De grootste ontvanger van EU-landbouwgeld in Nederland was in 2016 geen boer, maar een handelaar in zuivelproducten
Om te voorkomen dat de prijs te diep zakt, koopt de Europese Commissie overschotten op. Het heeft inmiddels 375.000 ton melkpoeder* in voorraad. De grootste ontvanger van EU-landbouwgeld in Nederland was in 2016 geen boer, maar de handelaar in zuivelproducten Hoogwegt, van wie de Europese Commissie grote hoeveelheden melkpoeder opkocht. Een woordvoerder van Hoogwegt zei eerder tegen mij dat hij ook geen voorstander was van die praktijk. ‘Wij als handelsfirma vinden dat de markt zijn werk moet doen.’
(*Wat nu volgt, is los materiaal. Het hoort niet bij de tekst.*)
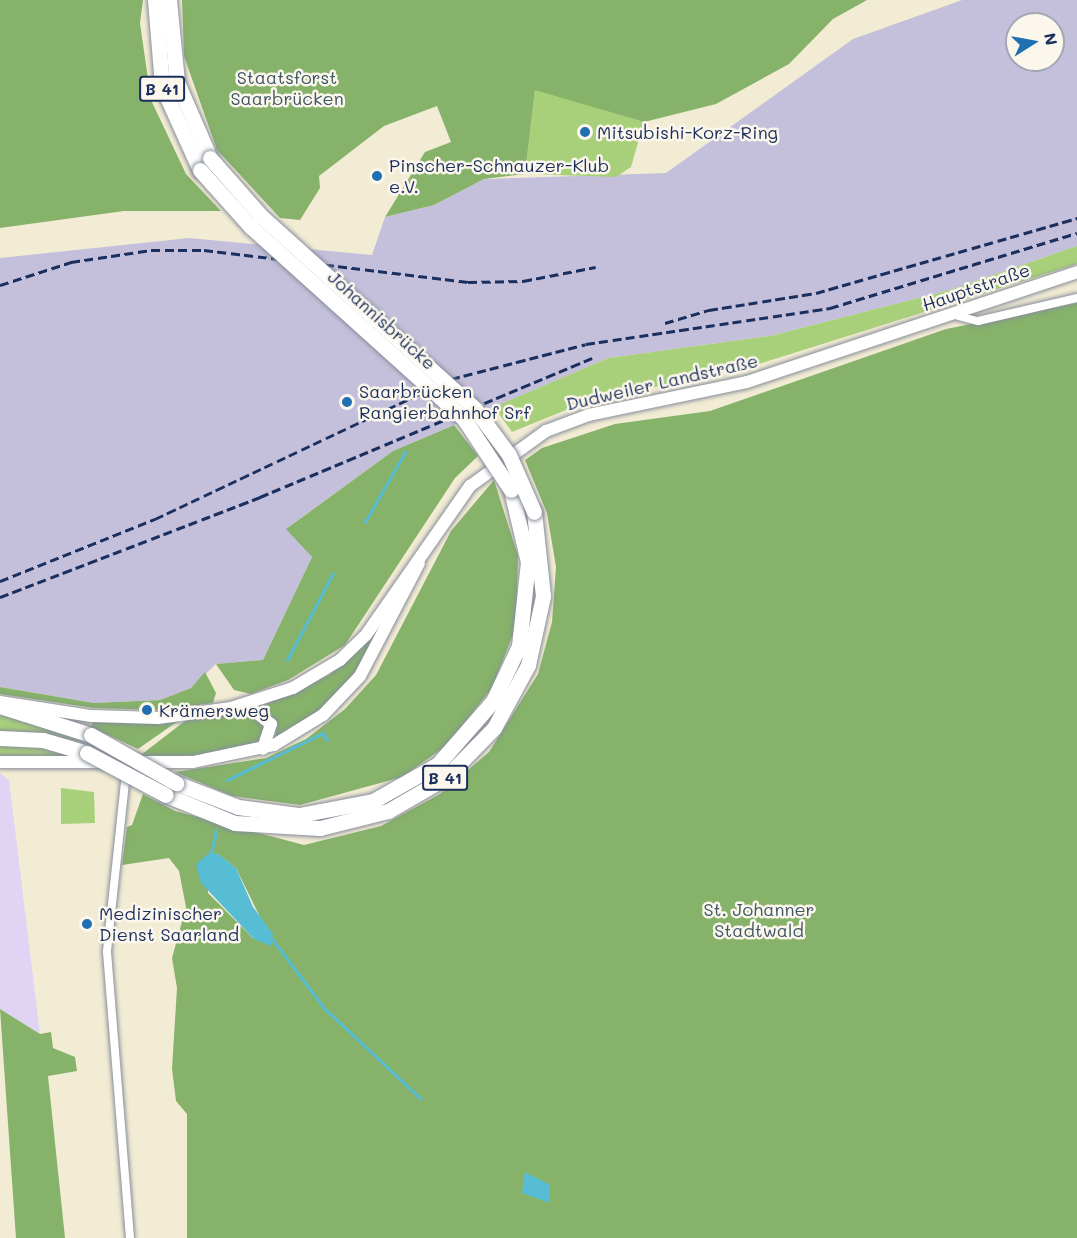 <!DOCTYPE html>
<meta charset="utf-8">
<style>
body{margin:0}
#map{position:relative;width:1077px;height:1238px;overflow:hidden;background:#f3ecd5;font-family:Mali,sans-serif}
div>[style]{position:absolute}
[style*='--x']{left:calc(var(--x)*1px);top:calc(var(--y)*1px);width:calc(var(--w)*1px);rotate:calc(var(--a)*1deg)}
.built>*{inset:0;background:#e0d4f4}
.industrial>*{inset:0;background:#c4c0db}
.green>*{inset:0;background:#a8d07a}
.forest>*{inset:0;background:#86b26a}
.water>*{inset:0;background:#57bdd5}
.stream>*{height:3px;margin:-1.5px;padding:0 1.5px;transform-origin:1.5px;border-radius:1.5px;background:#57bdd5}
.roads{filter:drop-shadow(0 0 2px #878e9a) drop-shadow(0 0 2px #878e9a)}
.minor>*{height:8px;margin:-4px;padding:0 4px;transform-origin:4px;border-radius:4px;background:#fff}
.secondary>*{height:12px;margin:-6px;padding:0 6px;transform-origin:6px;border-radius:6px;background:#fff}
.trunk>*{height:15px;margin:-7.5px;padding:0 7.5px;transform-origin:7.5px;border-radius:7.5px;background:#fff}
.rail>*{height:3px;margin-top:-1.5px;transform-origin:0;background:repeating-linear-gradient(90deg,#1b2f5e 0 9px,transparent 0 13.5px)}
.bridges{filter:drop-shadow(0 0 2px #878e9a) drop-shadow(0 0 2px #878e9a)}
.trunk-bridge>*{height:15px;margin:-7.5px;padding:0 7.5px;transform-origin:7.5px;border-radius:7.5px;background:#fff}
.dots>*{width:16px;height:16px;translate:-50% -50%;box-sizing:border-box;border:3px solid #fbf7ec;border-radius:50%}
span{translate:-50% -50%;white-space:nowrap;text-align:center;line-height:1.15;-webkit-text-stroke:5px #fbf7ec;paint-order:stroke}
.shield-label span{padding:2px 4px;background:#fbf7ec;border:2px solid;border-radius:4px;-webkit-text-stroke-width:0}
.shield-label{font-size:16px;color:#1b2f5e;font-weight:700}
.park-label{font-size:18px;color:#3e5765}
.poi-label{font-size:18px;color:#1b2f5e}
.left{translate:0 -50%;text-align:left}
.street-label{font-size:18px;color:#1b2f5e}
.north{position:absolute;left:1005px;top:12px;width:60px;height:60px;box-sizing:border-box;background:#fbf7ec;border:2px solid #a1a7b3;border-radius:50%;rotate:79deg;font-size:16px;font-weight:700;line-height:24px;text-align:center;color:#1b2f5e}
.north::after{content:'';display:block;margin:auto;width:21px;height:27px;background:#1f6fb2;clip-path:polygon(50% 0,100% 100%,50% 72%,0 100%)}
</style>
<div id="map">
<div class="built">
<div style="clip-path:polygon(0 773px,9px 780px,40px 1034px,0 1009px)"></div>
</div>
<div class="industrial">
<div style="clip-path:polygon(evenodd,962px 0,1077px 0,1077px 246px,950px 290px,770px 336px,608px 358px,393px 451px,287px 528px,312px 557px,263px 660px,216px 664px,191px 688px,160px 700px,94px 703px,0 687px,0 258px,189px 238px,372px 255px,385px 217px,434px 205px,484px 179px,666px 173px,853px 39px,962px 0,1017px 24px,1053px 24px,1053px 60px,1017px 60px,1017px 24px)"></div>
</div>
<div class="green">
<div style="clip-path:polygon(535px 89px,644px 122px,631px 167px,616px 177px,525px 174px)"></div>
<div style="clip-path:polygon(1077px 246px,1077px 264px,759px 364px,583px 403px,512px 432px,494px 407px,608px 358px,770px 336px,950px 290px)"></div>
<div style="clip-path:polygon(0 715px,73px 734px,88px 742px,0 731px)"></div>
<div style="clip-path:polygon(0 745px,45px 747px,78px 759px,0 759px)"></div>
<div style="clip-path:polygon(61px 788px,94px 792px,95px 823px,61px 824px)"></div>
</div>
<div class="forest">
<div style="clip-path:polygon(0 0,143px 0,140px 23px,151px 100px,186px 174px,221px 211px,124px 211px,0 228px)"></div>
<div style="clip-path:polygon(182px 0,867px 0,833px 19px,789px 64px,716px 104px,644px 122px,535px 90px,525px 174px,484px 179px,434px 205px,385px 217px,425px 152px,451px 142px,437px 106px,384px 126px,319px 176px,320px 188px,300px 220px,280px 218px,217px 150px,184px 56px)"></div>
<div style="clip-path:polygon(evenodd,1077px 303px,1077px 1238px,187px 1238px,187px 1114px,176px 1101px,172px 1069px,177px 988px,172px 958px,186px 907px,179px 871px,169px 858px,122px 865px,127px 827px,132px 825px,143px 794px,175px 811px,304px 845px,381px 826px,440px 794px,489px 752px,538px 674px,552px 622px,556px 567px,547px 513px,525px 460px,542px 448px,615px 424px,710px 411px,946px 329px,1077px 303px,208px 854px,218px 854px,236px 868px,260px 917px,254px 939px,208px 893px,208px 854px)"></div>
<div style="clip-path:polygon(454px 425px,478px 456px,455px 478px,345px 645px,288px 680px,251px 694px,234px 690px,216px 664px,263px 660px,312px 557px,286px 529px,393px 451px)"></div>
<div style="clip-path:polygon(494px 480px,518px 556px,516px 627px,492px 688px,446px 746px,402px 777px,300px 805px,232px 796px,175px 772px,266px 758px,306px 739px,345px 709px,376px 675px,451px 531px)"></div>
<div style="clip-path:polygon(384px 619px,357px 673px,320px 711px,276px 737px,275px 722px,263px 705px,329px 675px)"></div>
<div style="clip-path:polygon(205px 672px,216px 693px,213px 703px,160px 710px,94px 708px,0 694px,0 687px,94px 703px,160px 700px,191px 688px)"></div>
<div style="clip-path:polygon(244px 710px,265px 726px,259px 743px,205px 755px,137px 758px,185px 721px)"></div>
<div style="clip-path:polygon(93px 721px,178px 721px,138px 749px,91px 727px)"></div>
<div style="clip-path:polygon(0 1009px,40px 1034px,51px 1032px,53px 1048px,75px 1057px,77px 1071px,48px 1076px,65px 1238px,16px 1238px)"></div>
</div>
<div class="water">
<div style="clip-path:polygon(208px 854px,218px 854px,236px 868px,253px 907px,273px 934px,271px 946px,254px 939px,201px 883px,196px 864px)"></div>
<div style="clip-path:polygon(525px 1172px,550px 1185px,550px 1203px,522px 1193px)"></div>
</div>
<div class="stream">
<div style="--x:365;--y:522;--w:81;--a:-60.3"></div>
<div style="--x:287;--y:660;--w:98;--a:-62.1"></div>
<div style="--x:227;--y:780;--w:107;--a:-26.1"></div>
<div style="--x:323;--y:733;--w:8;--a:60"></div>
<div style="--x:210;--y:857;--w:28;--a:-77"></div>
<div style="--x:272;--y:939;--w:85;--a:53.1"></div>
<div style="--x:323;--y:1007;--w:134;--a:43.2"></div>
</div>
<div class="roads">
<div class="minor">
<div style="--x:951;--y:314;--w:28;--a:15"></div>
<div style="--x:978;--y:321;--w:102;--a:-13.1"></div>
<div style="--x:126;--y:773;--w:180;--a:96.1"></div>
<div style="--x:107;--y:952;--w:287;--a:85.4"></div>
</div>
<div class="secondary">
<div style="--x:0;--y:702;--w:93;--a:8.7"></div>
<div style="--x:92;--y:716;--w:66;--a:1.7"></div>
<div style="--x:158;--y:718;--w:74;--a:-7.8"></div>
<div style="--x:231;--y:708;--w:65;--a:-17.9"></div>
<div style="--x:293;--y:688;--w:55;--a:-30.8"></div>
<div style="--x:340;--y:660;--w:36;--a:-44"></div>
<div style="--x:366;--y:635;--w:182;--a:-55.1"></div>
<div style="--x:470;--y:486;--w:94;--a:-35.9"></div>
<div style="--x:546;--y:431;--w:46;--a:-20.4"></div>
<div style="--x:589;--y:415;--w:161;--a:-11.8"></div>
<div style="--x:747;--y:382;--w:348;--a:-18.4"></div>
<div style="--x:246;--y:704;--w:32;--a:39"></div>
<div style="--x:271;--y:724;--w:26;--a:108"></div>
<div style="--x:0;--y:762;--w:193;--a:0"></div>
<div style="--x:193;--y:762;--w:83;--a:-11.9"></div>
<div style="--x:274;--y:745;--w:57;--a:-31.5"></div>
<div style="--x:323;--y:715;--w:54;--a:-46.5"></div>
<div style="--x:360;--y:676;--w:127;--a:-62.4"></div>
</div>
<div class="trunk">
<div style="--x:155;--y:0;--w:86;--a:85.3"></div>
<div style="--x:162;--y:86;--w:92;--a:65.7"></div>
<div style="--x:169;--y:0;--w:82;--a:84.4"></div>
<div style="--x:177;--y:82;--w:83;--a:66.5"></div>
<div style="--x:0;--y:706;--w:96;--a:17.7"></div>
<div style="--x:0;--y:738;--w:43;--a:2.7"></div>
<div style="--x:43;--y:740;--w:46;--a:16.5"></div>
<div style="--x:176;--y:783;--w:66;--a:21.2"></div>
<div style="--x:238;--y:807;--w:62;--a:7.5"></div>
<div style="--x:299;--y:815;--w:75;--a:-10.7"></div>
<div style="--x:373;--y:801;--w:75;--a:-29.6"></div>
<div style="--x:438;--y:764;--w:84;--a:-48.9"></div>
<div style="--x:493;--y:701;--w:61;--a:-64.7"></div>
<div style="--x:519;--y:646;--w:84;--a:-83.9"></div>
<div style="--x:528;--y:562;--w:74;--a:-103.3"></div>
<div style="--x:166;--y:795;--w:74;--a:22.1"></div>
<div style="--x:235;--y:823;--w:85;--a:3.4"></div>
<div style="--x:320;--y:828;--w:70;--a:-14"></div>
<div style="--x:388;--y:811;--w:66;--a:-30.1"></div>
<div style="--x:445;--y:778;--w:70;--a:-45.6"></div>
<div style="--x:494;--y:728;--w:72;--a:-61.6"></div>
<div style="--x:528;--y:665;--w:71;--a:-77.7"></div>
<div style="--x:543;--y:596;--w:84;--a:-96.1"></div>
</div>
</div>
<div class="rail">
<div style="--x:0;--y:285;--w:75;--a:-17.9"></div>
<div style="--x:71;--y:262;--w:81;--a:-8.5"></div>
<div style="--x:151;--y:250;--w:53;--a:0"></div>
<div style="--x:204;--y:250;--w:266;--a:6.9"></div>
<div style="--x:468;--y:282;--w:55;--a:-1"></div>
<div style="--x:523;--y:281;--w:74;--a:-10.9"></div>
<div style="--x:665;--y:323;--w:46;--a:-16.5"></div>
<div style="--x:709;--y:310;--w:108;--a:-9"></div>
<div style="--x:816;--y:293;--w:272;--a:-16"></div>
<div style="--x:0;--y:581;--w:167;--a:-21.8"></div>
<div style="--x:155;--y:519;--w:327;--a:-25.3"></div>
<div style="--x:451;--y:379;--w:139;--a:-14.5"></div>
<div style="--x:586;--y:344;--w:247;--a:-8.4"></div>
<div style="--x:830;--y:308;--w:258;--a:-16.9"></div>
<div style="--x:0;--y:597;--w:279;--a:-21"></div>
<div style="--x:260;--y:497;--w:361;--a:-22.7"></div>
</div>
<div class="bridges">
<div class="trunk-bridge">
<div style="--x:210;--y:158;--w:77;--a:48.7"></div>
<div style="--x:261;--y:216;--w:288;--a:42"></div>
<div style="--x:475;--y:409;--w:57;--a:53.5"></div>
<div style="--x:509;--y:455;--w:62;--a:66.3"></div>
<div style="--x:200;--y:170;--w:76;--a:48.2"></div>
<div style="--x:251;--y:227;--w:287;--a:42"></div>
<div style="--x:464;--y:419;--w:85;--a:56.5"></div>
<div style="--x:91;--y:735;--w:98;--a:29.5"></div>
<div style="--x:87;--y:753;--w:89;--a:28"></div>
</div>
</div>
<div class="dots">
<div style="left:585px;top:132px;background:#1f6fb2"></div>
<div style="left:377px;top:176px;background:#1f6fb2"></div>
<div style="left:347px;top:402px;background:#1f6fb2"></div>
<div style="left:147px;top:710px;background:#1f6fb2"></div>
<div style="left:87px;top:924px;background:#1f6fb2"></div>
</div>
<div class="shield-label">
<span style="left:162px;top:89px">B 41</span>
<span style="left:445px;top:778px">B 41</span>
</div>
<div class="park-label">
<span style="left:287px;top:88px">Staatsforst<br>Saarbrücken</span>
<span style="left:759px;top:920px">St. Johanner<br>Stadtwald</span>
</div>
<div class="poi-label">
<span class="left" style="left:597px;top:132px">Mitsubishi-Korz-Ring</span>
<span class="left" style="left:389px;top:176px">Pinscher-Schnauzer-Klub<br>e.V.</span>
<span class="left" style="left:359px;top:402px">Saarbrücken<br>Rangierbahnhof Srf</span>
<span class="left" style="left:159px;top:710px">Krämersweg</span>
<span class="left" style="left:99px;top:924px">Medizinischer<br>Dienst Saarland</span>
</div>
<div class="street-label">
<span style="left:976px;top:287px;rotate:-19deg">Hauptstraße</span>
<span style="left:382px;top:320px;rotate:42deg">Johannisbrücke</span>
<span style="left:662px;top:382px;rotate:-13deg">Dudweiler Landstraße</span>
</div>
<div class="north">N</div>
</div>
Maar over dit soort perverse effecten van het gemeenschappelijk landbouwbeleid en de vraag of deze sector écht nog zoveel subsidie nodig heeft, hadden de landbouwministers het afgelopen week niet. Ze verkozen te bekvechten over hoeveel iedereen uit de ruif mag eten.
Spijtig, want weinig kwesties zijn belangrijker voor mens, milieu en natuur in Europa dan hoe we in de toekomst ons voedsel gaan produceren.